Good Hygiene Practices
Good Hygiene Practices for Manufacturers
In recent years, the food safety incidence rate has been on a downward trend with the joint efforts of food operators and consumers. In this case, food operators have greater responsibilities to safeguard the safety of their consumers by ensuring good hygiene practices are followed in food premise.
This course is designed for personnel involved in food processing and/or food manufacturing. The course aims to raise awareness of attendees on safe food handling, attendees will understand how microorganisms develop in food products and the consequences of poor hygiene practices.

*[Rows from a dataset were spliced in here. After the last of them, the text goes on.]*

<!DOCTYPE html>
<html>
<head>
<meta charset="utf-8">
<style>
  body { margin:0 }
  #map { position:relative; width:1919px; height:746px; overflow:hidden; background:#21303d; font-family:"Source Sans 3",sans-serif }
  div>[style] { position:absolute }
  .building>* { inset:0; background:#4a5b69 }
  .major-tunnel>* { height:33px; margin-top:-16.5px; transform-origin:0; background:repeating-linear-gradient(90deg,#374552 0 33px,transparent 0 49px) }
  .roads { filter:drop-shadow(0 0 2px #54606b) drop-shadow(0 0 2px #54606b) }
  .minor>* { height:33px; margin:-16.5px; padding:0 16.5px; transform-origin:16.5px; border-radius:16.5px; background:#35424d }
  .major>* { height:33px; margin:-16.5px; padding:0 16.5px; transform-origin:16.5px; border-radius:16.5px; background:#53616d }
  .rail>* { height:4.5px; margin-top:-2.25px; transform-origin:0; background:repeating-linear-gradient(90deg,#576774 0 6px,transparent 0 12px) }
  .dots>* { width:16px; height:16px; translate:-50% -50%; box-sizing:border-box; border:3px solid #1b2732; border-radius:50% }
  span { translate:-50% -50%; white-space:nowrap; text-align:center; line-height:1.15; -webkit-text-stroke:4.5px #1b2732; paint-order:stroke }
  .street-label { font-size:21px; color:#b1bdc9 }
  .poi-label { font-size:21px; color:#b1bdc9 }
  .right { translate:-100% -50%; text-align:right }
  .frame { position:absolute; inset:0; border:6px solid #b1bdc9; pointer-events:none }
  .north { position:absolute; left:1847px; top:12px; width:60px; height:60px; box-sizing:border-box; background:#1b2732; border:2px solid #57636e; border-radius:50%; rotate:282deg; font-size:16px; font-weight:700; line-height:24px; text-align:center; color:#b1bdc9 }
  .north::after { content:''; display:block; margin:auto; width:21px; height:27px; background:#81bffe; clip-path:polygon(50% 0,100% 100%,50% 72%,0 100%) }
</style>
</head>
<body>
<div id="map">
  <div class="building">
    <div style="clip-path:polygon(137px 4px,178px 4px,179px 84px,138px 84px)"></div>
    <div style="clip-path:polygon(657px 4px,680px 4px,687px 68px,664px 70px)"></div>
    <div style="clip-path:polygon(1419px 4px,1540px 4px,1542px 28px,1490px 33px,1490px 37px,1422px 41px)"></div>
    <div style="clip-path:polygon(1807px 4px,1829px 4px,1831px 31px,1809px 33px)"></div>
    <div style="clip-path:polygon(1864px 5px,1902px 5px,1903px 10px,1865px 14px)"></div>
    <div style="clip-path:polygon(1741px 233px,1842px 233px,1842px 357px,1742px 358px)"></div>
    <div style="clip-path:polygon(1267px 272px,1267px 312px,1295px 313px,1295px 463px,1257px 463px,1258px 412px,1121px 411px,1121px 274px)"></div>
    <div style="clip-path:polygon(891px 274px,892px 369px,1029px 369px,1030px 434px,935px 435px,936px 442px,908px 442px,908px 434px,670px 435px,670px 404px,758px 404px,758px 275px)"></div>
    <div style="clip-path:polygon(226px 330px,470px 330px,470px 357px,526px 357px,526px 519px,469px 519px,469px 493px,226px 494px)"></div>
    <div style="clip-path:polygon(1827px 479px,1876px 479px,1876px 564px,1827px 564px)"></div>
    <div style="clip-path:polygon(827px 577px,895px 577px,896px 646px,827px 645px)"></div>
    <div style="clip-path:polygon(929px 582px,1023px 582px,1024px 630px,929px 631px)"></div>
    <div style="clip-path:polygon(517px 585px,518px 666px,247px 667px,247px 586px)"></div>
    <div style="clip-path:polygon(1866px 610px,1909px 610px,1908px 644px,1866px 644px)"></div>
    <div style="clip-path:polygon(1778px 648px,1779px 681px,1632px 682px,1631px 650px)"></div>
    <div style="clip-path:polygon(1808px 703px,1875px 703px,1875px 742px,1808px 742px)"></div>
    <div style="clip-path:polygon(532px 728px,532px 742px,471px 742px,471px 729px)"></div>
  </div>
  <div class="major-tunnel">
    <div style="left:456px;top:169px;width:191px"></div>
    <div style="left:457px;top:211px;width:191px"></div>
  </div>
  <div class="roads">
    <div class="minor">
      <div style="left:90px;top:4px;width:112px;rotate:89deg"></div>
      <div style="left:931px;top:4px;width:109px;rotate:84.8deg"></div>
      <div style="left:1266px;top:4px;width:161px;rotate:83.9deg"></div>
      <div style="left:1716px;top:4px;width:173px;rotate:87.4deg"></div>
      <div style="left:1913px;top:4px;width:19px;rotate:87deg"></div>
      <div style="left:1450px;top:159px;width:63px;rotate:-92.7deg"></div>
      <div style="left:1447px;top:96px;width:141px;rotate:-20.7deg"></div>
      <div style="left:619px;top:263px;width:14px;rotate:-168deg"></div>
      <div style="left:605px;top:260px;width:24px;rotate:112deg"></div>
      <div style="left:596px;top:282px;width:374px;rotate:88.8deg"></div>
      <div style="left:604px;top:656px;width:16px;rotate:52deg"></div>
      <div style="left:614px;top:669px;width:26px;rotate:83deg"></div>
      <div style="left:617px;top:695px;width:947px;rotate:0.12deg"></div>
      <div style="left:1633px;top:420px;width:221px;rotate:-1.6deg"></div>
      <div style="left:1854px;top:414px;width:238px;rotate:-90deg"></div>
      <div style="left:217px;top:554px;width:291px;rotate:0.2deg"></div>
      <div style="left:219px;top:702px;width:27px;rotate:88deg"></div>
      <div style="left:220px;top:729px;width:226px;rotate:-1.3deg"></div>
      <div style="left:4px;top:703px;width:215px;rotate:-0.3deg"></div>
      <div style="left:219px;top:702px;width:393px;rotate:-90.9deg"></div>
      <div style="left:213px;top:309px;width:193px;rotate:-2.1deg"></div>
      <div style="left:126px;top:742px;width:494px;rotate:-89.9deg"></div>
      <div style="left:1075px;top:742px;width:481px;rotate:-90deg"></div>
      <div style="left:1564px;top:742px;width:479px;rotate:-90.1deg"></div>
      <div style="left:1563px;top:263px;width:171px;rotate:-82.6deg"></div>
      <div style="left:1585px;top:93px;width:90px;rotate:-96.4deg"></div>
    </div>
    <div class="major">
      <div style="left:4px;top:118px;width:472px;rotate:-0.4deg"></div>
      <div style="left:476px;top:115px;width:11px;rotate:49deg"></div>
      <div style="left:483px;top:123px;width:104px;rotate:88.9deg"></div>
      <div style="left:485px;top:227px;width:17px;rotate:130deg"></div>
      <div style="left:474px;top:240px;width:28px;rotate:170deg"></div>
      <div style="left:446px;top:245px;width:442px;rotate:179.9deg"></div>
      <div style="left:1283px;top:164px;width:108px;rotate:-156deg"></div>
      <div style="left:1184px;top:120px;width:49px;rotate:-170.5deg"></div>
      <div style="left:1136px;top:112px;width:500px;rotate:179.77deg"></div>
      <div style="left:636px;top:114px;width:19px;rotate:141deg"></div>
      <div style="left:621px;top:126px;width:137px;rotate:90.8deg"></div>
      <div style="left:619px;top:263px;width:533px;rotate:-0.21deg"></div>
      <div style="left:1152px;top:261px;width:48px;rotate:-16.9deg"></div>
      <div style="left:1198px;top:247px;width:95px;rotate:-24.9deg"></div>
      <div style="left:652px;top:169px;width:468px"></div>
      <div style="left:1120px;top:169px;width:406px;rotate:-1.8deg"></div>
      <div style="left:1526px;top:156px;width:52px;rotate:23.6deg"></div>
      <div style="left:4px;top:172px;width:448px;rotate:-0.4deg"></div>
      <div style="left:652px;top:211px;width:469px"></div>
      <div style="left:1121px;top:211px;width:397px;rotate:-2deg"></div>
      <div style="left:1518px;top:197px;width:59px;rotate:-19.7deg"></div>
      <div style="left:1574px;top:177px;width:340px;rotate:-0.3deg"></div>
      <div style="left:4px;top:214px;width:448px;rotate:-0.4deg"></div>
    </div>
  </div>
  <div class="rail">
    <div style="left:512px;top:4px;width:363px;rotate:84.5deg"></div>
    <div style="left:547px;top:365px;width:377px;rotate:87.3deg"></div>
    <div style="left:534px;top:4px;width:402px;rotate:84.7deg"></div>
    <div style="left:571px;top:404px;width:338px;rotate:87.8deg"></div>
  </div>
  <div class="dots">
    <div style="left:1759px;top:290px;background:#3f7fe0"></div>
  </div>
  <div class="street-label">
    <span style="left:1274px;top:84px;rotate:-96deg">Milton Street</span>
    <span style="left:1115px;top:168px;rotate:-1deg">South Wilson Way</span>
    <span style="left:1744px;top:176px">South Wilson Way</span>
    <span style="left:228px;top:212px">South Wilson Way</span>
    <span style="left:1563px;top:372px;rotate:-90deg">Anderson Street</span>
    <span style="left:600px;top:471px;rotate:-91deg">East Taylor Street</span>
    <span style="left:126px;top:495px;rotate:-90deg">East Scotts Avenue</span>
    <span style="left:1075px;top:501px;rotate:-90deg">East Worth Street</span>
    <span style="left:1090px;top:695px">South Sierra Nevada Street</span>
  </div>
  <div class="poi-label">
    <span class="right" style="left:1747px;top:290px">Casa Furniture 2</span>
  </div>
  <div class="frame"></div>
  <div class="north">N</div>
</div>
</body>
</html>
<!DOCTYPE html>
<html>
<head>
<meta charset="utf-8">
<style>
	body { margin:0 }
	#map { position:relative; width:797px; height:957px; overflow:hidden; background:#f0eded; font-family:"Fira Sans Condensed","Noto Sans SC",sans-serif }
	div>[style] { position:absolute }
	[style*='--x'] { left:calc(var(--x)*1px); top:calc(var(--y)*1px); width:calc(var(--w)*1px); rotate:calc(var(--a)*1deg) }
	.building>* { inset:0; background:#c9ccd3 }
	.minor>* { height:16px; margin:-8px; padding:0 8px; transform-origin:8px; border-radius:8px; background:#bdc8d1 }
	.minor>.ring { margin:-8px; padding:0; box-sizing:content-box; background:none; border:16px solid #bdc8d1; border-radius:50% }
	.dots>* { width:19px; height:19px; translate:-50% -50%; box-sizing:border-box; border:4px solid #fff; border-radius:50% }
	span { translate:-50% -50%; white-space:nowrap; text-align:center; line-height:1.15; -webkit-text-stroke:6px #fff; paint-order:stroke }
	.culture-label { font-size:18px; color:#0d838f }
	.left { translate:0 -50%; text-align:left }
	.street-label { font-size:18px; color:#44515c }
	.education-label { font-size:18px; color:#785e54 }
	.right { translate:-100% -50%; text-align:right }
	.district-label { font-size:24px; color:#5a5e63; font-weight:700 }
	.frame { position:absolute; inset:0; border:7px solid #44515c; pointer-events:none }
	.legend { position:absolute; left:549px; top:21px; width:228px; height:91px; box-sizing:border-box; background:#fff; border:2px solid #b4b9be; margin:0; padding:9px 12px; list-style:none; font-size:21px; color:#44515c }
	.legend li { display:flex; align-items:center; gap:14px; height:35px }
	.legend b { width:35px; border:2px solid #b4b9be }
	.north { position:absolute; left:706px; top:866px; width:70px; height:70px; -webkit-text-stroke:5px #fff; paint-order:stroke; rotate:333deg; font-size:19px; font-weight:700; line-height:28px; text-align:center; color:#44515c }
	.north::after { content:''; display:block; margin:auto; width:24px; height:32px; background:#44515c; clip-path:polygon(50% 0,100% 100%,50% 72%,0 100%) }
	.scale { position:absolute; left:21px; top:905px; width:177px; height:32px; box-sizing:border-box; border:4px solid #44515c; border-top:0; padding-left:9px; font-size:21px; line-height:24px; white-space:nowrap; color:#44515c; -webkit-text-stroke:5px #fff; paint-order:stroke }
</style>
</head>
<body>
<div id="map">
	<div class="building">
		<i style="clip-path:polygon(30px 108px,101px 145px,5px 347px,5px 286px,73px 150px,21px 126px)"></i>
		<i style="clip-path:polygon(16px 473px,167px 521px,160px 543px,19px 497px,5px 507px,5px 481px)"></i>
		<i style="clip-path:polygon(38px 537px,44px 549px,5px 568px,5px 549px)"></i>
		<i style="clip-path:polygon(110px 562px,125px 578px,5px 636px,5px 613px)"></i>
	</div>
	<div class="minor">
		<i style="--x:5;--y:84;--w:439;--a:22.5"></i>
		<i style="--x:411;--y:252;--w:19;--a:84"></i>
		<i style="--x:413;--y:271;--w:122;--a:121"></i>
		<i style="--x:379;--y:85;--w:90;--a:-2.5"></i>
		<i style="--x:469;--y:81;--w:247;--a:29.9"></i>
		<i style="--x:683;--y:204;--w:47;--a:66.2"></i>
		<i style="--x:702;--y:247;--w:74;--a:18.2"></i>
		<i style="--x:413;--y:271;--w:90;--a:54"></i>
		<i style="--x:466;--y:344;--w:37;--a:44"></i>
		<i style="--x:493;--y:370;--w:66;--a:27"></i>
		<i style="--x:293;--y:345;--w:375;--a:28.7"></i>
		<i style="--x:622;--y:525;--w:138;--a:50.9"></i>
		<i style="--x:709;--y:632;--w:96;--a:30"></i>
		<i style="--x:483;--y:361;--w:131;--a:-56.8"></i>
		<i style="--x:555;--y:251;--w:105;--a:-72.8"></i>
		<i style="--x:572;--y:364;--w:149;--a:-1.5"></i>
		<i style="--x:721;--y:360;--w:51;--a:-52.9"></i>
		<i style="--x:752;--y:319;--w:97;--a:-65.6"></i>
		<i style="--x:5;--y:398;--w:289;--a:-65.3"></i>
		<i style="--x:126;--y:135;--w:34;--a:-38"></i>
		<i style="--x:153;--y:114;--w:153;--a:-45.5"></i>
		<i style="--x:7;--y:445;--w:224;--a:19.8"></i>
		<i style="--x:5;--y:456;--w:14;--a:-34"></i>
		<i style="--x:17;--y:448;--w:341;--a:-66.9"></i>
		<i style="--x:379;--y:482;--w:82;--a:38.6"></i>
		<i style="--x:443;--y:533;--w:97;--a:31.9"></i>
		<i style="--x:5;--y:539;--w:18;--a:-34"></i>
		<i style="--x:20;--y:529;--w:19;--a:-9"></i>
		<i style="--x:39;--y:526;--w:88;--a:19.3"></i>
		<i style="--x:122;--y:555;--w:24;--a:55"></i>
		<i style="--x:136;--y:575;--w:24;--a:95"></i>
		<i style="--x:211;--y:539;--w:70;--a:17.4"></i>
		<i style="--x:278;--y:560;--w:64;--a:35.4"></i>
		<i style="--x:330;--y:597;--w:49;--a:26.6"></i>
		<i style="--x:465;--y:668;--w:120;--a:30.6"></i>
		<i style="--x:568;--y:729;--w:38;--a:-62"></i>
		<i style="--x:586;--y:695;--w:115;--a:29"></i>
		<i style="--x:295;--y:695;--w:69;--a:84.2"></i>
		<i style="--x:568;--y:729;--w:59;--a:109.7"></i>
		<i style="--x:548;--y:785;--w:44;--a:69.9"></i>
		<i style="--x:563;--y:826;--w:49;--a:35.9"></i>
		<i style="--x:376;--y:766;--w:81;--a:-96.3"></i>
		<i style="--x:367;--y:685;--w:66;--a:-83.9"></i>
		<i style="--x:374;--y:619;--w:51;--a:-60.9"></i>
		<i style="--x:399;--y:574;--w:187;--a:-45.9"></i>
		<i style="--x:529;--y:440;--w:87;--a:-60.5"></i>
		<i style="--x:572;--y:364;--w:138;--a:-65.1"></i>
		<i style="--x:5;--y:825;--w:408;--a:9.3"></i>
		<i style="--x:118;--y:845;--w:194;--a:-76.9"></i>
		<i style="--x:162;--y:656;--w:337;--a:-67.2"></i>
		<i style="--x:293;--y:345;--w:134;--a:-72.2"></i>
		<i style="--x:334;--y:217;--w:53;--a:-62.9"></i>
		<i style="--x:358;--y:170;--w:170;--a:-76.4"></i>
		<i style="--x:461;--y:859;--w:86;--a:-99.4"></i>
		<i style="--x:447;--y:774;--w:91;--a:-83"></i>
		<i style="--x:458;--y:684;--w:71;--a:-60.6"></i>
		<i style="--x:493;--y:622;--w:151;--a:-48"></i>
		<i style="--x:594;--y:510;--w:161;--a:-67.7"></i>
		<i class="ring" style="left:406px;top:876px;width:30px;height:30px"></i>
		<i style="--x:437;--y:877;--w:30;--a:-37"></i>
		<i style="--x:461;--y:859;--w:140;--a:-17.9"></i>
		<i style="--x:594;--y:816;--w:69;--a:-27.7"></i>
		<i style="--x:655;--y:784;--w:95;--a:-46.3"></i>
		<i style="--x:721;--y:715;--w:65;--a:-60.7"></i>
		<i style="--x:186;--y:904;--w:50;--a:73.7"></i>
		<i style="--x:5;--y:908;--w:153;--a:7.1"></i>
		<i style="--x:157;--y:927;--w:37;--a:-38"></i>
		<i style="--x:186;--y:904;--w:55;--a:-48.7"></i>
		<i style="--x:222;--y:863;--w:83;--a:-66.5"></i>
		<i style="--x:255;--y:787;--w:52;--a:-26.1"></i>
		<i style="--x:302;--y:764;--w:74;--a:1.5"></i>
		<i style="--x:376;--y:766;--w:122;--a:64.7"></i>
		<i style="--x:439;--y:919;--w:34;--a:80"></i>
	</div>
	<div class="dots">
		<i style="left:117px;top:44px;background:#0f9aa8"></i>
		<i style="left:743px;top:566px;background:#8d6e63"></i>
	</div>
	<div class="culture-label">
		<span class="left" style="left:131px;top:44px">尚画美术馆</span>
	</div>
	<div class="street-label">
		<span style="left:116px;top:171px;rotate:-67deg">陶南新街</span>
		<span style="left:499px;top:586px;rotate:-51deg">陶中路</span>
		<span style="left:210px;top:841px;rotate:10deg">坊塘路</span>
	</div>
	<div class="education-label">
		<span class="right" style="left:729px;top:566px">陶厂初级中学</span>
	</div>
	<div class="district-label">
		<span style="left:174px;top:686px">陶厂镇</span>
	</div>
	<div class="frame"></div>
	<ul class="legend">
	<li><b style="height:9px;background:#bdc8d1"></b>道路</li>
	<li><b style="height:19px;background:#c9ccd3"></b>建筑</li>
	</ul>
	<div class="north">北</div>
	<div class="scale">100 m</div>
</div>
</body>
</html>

At the end of the training, attendees will understand control of food safety hazards to prevent food borne illness, to assure food products will be produced within control from receiving of raw materials to end products.
- The Importance of Good Food Hygiene
- Food Poisoning
- Basic Food Microbiology
- Food Contamination
- Food Handling and Storage
- Food Time & Temperature Control
- Personal Hygiene
- Cleaning & Sanitising
- Pest Control
- Food Allergens
- Upkeep of Warehouse
- Food Transportation
- Business Continuity Plan
Who Should Attend
This course is designed and aimed for personnel who are involved in food processing and production management in food manufacturing firms and individuals who are interested in safe food handling practices.
This course does not have any pre-requisite units for entry.
Exam and Certification
Participants will need to complete a two-hour live training and assessment at the end of the course.
Participants will be required to achieve at least 80% of total marks in the assessment.
An electronic Certificate of Completion will be awarded upon successful completion of the online assessment.